» **DIRECTIONS**: Starting at the top of the records below, write out each line exactly as it stands, stopping after the line with "margin:0; font-family:Caveat,sans-serif; background:#f2f2f2;"; exclude the pictures.

(DATA PROVIDED Opens)

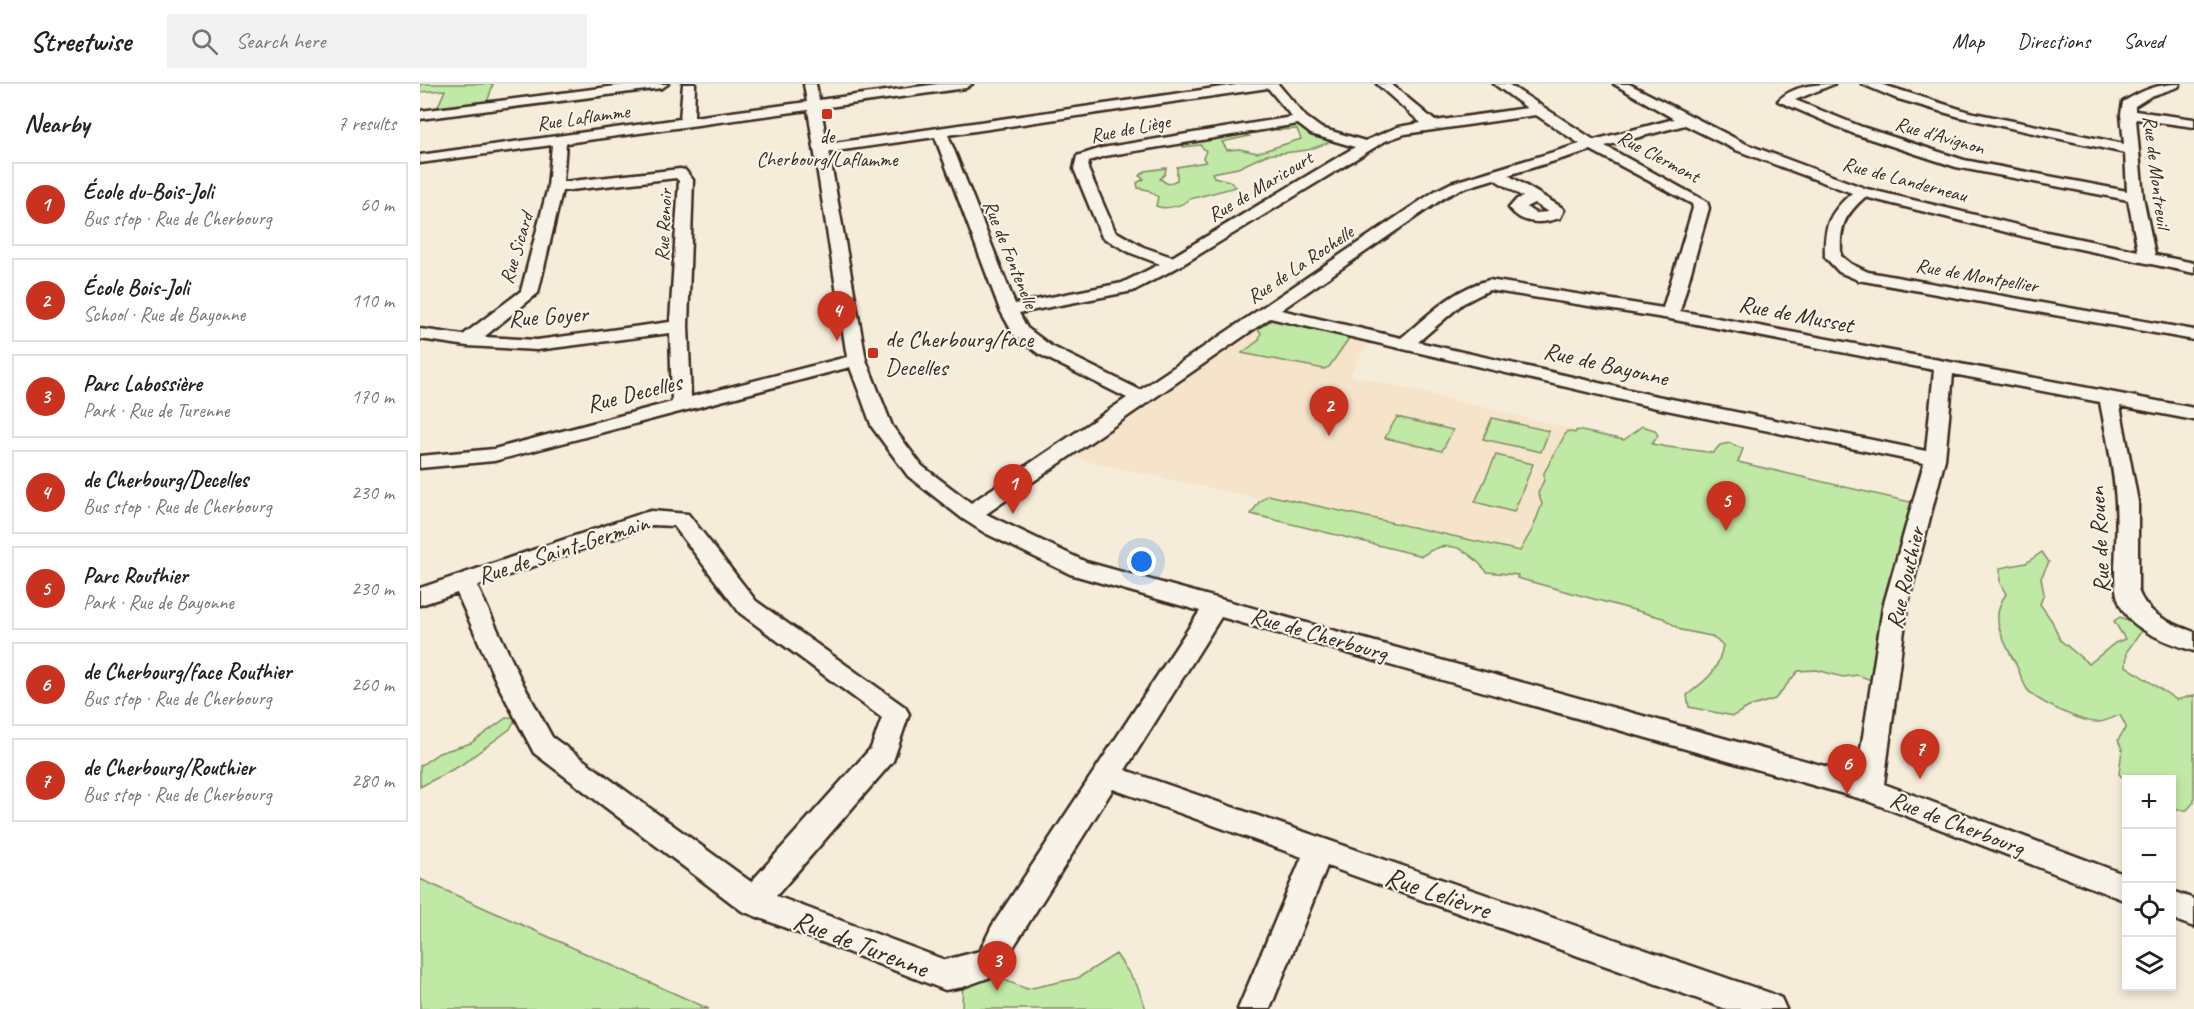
<!DOCTYPE html>
<html lang="en">
<head>
<meta charset="utf-8">
<style>
  body { margin:0; font-family:Caveat,sans-serif; background:#f2f2f2; color:#222 }
  .controls { position:absolute; right:18px; bottom:18px; display:grid; overflow:hidden; border-radius:0px; box-shadow:0 3px 9px #0003 }
  .controls button { width:54px; height:54px; display:grid; place-items:center; padding:0; border:0; border-bottom:2px solid #e0e0e0; background:#fff; color:#222; font:30px sans-serif }
  .you { position:absolute; left:722px; top:478px; width:21px; height:21px; margin:-15px; border:4px solid #fff; border-radius:50%; background:#1a73e8; box-shadow:0 0 0 9px #1a73e833 }
  .badge { display:grid; place-items:center; width:39px; height:39px; border-radius:50%; background:#c8321e; color:#fff; font-size:20px; font-weight:700 }
  .pin { position:absolute; translate:-50% -50px; filter:drop-shadow(0 2px 3px #0008) }
  .pin::after { content:''; position:absolute; top:32px; width:21px; height:18px; background:inherit; clip-path:polygon(0 0,100% 0,50% 100%) }
  .list { margin:0; padding:0; list-style:none }
  h2 { display:flex; justify-content:space-between; align-items:center; height:78px; margin:0; padding:0 24px; font-size:26px }
  h2 small { font-size:20px; font-weight:400; color:#767676 }
  .list li { display:grid; grid-template-columns:39px 1fr auto; gap:18px; align-items:center; box-sizing:border-box; height:84px; margin:0 12px 12px; padding:0 12px; border:2px solid #e0e0e0; border-radius:0px }
  .list b { display:block; font-size:22px; white-space:nowrap }
  .list p { margin:0; font-size:20px; white-space:nowrap; color:#767676 }
  .list em { font-size:20px; font-style:normal; color:#767676 }
  .icon { flex:none; width:33px; height:33px; fill:none; stroke:currentColor; stroke-width:2; stroke-linecap:round; stroke-linejoin:round }
  .map { position:relative; flex:none; width:1774px; height:925px; overflow:hidden }
  header { display:flex; align-items:center; gap:36px; box-sizing:border-box; height:84px; padding:0 30px; background:#fff; border-bottom:2px solid #e0e0e0 }
  header strong { font-size:28px }
  nav { display:flex; gap:33px; margin-inline-start:auto; font-size:21px }
  .search { width:420px; height:54px; background:#f2f2f2; display:flex; align-items:center; gap:15px; box-sizing:border-box; padding:0 21px; border-radius:0px; color:#767676; font-size:22px }
  main { display:flex }
  aside { flex:1; background:#fff }
  .map>svg:first-child { display:block }
  .built { fill:#f5e4ca }
  .green { fill:#c0e9a5; stroke:#7e8a62; stroke-width:1.5 }
  .lines { fill:none; stroke-linecap:round; stroke-linejoin:round }
  .minor-casing { stroke:#3b2a1e; stroke-width:5 }
  .minor { fill:#f7f3e8; fill-rule:evenodd }
  .poi-dot { fill:#c8321e; stroke:#f7f3e8; stroke-width:2 }
  .labels { text-anchor:middle; stroke-width:4.5; stroke-linejoin:round; paint-order:stroke }
  .far-street-label { font-size:20px; fill:#3b2a1e; stroke:#f7f3e8 }
  .far-poi-label { font-size:20px; fill:#3b2a1e; stroke:#f7f3e8 }
  .street-label { font-size:24px; fill:#3b2a1e; stroke:#f7f3e8 }
  .poi-label { font-size:24px; fill:#3b2a1e; stroke:#f7f3e8; text-anchor:start }
  .near-street-label { font-size:28px; fill:#3b2a1e; stroke:#f7f3e8 }
</style>
</head>
<body>
<header>
<strong>Streetwise</strong>
<div class="search"><svg class="icon" aria-label="search" viewBox="0 0 24 24"><circle cx="10" cy="10" r="6"/><path d="M15 15l6 6"/></svg>Search here</div>
<nav><a>Map</a><a>Directions</a><a>Saved</a></nav>
</header>
<main>
<aside>
<h2>Nearby<small>7 results</small></h2>
<ul class="list">
<li><span class="badge">1</span><div><b>École du-Bois-Joli</b><p>Bus stop · Rue de Cherbourg</p></div><em>60 m</em></li>
<li><span class="badge">2</span><div><b>École Bois-Joli</b><p>School · Rue de Bayonne</p></div><em>110 m</em></li>
<li><span class="badge">3</span><div><b>Parc Labossière</b><p>Park · Rue de Turenne</p></div><em>170 m</em></li>
<li><span class="badge">4</span><div><b>de Cherbourg/Decelles</b><p>Bus stop · Rue de Cherbourg</p></div><em>230 m</em></li>
<li><span class="badge">5</span><div><b>Parc Routhier</b><p>Park · Rue de Bayonne</p></div><em>230 m</em></li>
<li><span class="badge">6</span><div><b>de Cherbourg/face Routhier</b><p>Bus stop · Rue de Cherbourg</p></div><em>260 m</em></li>
<li><span class="badge">7</span><div><b>de Cherbourg/Routhier</b><p>Bus stop · Rue de Cherbourg</p></div><em>280 m</em></li>
</ul>
</aside>
<div class="map">
<svg width="1774" height="925" viewBox="0 0 1774 925">
  <rect width="100%" height="100%" fill="#f6ecda"/>
  <filter id="ink" filterUnits="userSpaceOnUse"><feTurbulence type="fractalNoise" baseFrequency=".0167" numOctaves="2"/><feDisplacementMap in="SourceGraphic" scale="12" xChannelSelector="R" yChannelSelector="G"/><feConvolveMatrix kernelMatrix="1 2 1 2 8 2 1 2 1" color-interpolation-filters="sRGB"/></filter>
  <g filter="url(#ink)">
    <!-- built -->
    <path class="built" d="M846,228L950,255L930,291L1157,346L1106,474L636,370Z"/>
    <!-- green -->
    <path class="green" d="M0,0H73L66,22L15,29L25,6L0,8Z
      M872,41H879L909,56L908,59L888,66L846,71L818,84L792,89L794,93L809,97L816,103L770,115C762,122 745,126 736,122L738,113L728,106L718,104L717,99L724,95L719,92L725,87L746,84L745,90L740,95L748,100L757,96V83L786,78L783,74L786,67L780,61L763,63L762,59L820,49L829,52L802,58L807,66L820,65L837,69L881,55L877,45L857,46V43Z
      M856,233L930,253L909,283L904,285L822,269L839,256L841,249L838,245Z
      M977,333L1033,346L1022,367L965,354Z
      M1072,334L1129,347L1121,368L1063,355Z
      M1222,342L1235,346L1238,352L1232,360C1253,365 1273,365 1293,369L1300,361L1310,359L1323,365L1318,378L1503,421L1456,598L1438,591L1423,593L1397,586L1378,587L1355,615L1329,623L1313,632L1269,623L1267,611C1288,595 1298,588 1303,561L1291,552L1261,546L1243,534L1097,494L1098,491L1067,488C1047,465 1029,452 1002,472L831,430L839,418L848,411L1100,467L1113,444L1122,420L1118,409L1124,396V389L1147,347L1155,349L1157,346L1204,356Z
      M1076,371L1113,380L1094,428L1055,418Z
      M1622,468L1629,478L1621,494L1624,510L1620,520L1632,537L1640,556L1669,580L1695,559L1705,555L1694,537L1700,533L1715,539L1721,548L1707,567L1706,582L1757,616L1774,611V718L1767,726H1752V696L1706,697L1699,690L1702,665L1698,656L1706,643L1700,631C1694,633 1685,638 1678,638C1663,639 1615,617 1607,605C1601,596 1599,584 1593,575C1582,553 1569,534 1586,510L1580,499V484L1606,479Z
      M97,632L90,645L41,681L0,703V682L19,669L51,659L86,634Z
      M0,795L289,925H0Z
      M696,870L717,901L726,925H542L543,888L562,887L607,905L658,894Z"/>
    <g class="lines">
      <defs>
        <path id="minor" d="M212,0H248L242,4L0,35V27Z
          M263,0H275L274,33L387,18L384,0H396L399,16L518,0H552L546,4L401,24L407,60L823,0H858L886,33L901,44L945,57L978,43L1001,39L957,0H971L1015,37L1107,24L1074,0H1088L1174,56L1254,35L1194,0H1209L1326,60L1447,105L1622,147L1718,167L1708,116L1536,83L1432,49L1358,17C1372,2 1395,0 1414,0L1375,16L1442,43L1544,76L1707,107L1705,69L1540,33L1475,14L1442,0H1460L1549,28L1704,60L1701,30L1703,18C1723,6 1737,0 1760,0L1758,3L1731,12L1715,22V27L1774,35V43L1716,35L1723,113L1735,171L1774,179V189L1622,157L1445,113C1423,133 1420,142 1421,172L1431,180L1448,188L1774,246V256L1438,196L1419,188L1405,173C1404,142 1408,130 1432,109L1316,66L1265,41L1185,62L1287,118L1289,124L1260,227L1774,324V336L1700,322L1718,418V506C1727,531 1750,539 1774,548V567C1669,535 1701,504 1696,418C1694,384 1686,351 1680,318L1533,290L1525,375L1487,523L1464,700L1706,791V817L1445,716L801,533L705,686L1350,909L1361,914L1366,925H1306L907,782L850,925H818L882,773L693,705L594,862L582,889L543,903L525,906L322,827L114,669L77,599L37,509L0,521V504L223,429L231,427L268,430L336,517L485,623L489,630L473,677L356,812L525,876L560,867L572,842L780,527L650,490L565,449L543,435L488,392L452,343L430,283L74,377L0,384V372L74,365L252,318L250,249L117,266L47,262L0,255V245L43,251L101,207L128,103L132,61L0,79V71L260,35ZM848,4L872,33L682,64L657,72L654,85L682,153L711,169L740,180L702,199L595,220L528,51ZM388,26L427,273L271,313L268,242L273,96L265,86L260,85L143,98L146,59ZM1116,31L1160,60L1031,99L1015,107L720,306L631,262L607,244L599,229L713,207L760,182L965,57L985,50ZM878,40L891,50L935,63L752,173L723,163L695,147L668,85L669,77L685,72ZM515,53L580,226L594,251L619,270L707,314L551,419L502,382L472,342L446,276L409,68ZM1171,66L1272,120L1273,124L1243,224L1069,196C1033,205 1009,231 981,254L861,226L1025,113L1041,105L1074,95L1103,113L1097,115L1089,124C1102,141 1122,140 1140,134L1144,126L1141,123L1088,91ZM256,94L259,97L250,238L117,256L64,253L118,209L142,107ZM1114,119L1128,128L1115,129L1106,123ZM1069,206L1250,235L1514,286L1506,367L1232,311L998,258L1042,220ZM850,234L1232,323L1504,379L1463,523L1437,691L666,478L566,430ZM232,441L254,442L320,529L462,634L451,664L331,798L132,653L102,598L57,502Z
          M1752,807L1774,815V843L1752,835Z"/>
      </defs>
      <!-- minor casing -->
      <use href="#minor" class="minor-casing"/>
      <!-- minor -->
      <use href="#minor" class="minor"/>
    </g>
  </g>
  <!-- markers -->
  <g class="poi-dot">
    <rect x="401" y="24" width="12" height="12" rx="3"/>
    <rect x="447" y="263" width="12" height="12" rx="3"/>
  </g>
  <g class="labels">
    <!-- far-street labels -->
    <g class="far-street-label">
      <text transform="translate(163 33) rotate(-8)" y="7">Rue Laflamme</text>
      <text transform="translate(710 44) rotate(-11)" y="7">Rue de Liège</text>
      <text transform="translate(1520 51) rotate(16)" y="7">Rue d'Avignon</text>
      <text transform="translate(1239 72) rotate(28)" y="7">Rue Clermont</text>
      <text transform="translate(1737 88) rotate(83)" y="7">Rue de Montreuil</text>
      <text transform="translate(1485 95) rotate(15)" y="7">Rue de Landerneau</text>
      <text transform="translate(840 102) rotate(-31)" y="7">Rue de Maricourt</text>
      <text transform="translate(243 141) rotate(-87)" y="7">Rue Renoir</text>
      <text transform="translate(96 164) rotate(-73)" y="7">Rue Sicard</text>
      <text transform="translate(591 170) rotate(68)" y="7">Rue de Fontenelle</text>
      <text transform="translate(880 180) rotate(-34)" y="7">Rue de La Rochelle</text>
      <text transform="translate(1557 191) rotate(10)" y="7">Rue de Montpellier</text>
    </g>
    <!-- far-poi labels -->
    <g class="far-poi-label">
      <text x="407" y="59">de<tspan x="407" dy="23">Cherbourg/Laflamme</tspan></text>
    </g>
    <!-- street labels -->
    <g class="street-label">
      <text transform="translate(1376 230) rotate(11)" y="8">Rue de Musset</text>
      <text transform="translate(128 232) rotate(-4)" y="8">Rue Goyer</text>
      <text transform="translate(1186 280) rotate(13)" y="8">Rue de Bayonne</text>
      <text transform="translate(214 309) rotate(-14)" y="8">Rue Decelles</text>
      <text transform="translate(1679 456) rotate(-93)" y="8">Rue de Rouen</text>
      <text transform="translate(143 465) rotate(-18)" y="8">Rue de Saint-Germain</text>
      <text transform="translate(1485 494) rotate(-77)" y="8">Rue Routhier</text>
      <text transform="translate(899 550) rotate(16)" y="8">Rue de Cherbourg</text>
      <text transform="translate(1537 739) rotate(21)" y="8">Rue de Cherbourg</text>
    </g>
    <!-- poi labels -->
    <g class="poi-label">
      <text x="465" y="263">de Cherbourg/face<tspan x="465" dy="28">Decelles</tspan></text>
    </g>
    <!-- near-street labels -->
    <g class="near-street-label">
      <text transform="translate(1018 808) rotate(19)" y="10">Rue Lelièvre</text>
      <text transform="translate(441 859) rotate(21)" y="10">Rue de Turenne</text>
    </g>
  </g>
</svg>
<div class="controls">
<button>+</button>
<button>−</button>
<button><svg class="icon" aria-label="locate" viewBox="0 0 24 24"><circle cx="12" cy="12" r="6"/><path d="M12 2v4M12 18v4M2 12h4M18 12h4"/></svg></button>
<button><svg class="icon" aria-label="layers" viewBox="0 0 24 24"><path d="M12 4l9 5-9 5-9-5zM3 14l9 5 9-5"/></svg></button>
</div>
<div class="you"></div>
<div class="pin badge" style="left:593px;top:430px">1</div>
<div class="pin badge" style="left:909px;top:352px">2</div>
<div class="pin badge" style="left:577px;top:907px">3</div>
<div class="pin badge" style="left:417px;top:257px">4</div>
<div class="pin badge" style="left:1306px;top:447px">5</div>
<div class="pin badge" style="left:1427px;top:710px">6</div>
<div class="pin badge" style="left:1500px;top:695px">7</div>
</div>
</main>
</body>
</html>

(DATA PROVIDED Closes)

» **RESPONSE TO THE EXERCISE**:
<!DOCTYPE html>
<html lang="en">
<head>
<meta charset="utf-8">
<style>
  body { margin:0; font-family:Caveat,sans-serif; background:#f2f2f2; color:#222 }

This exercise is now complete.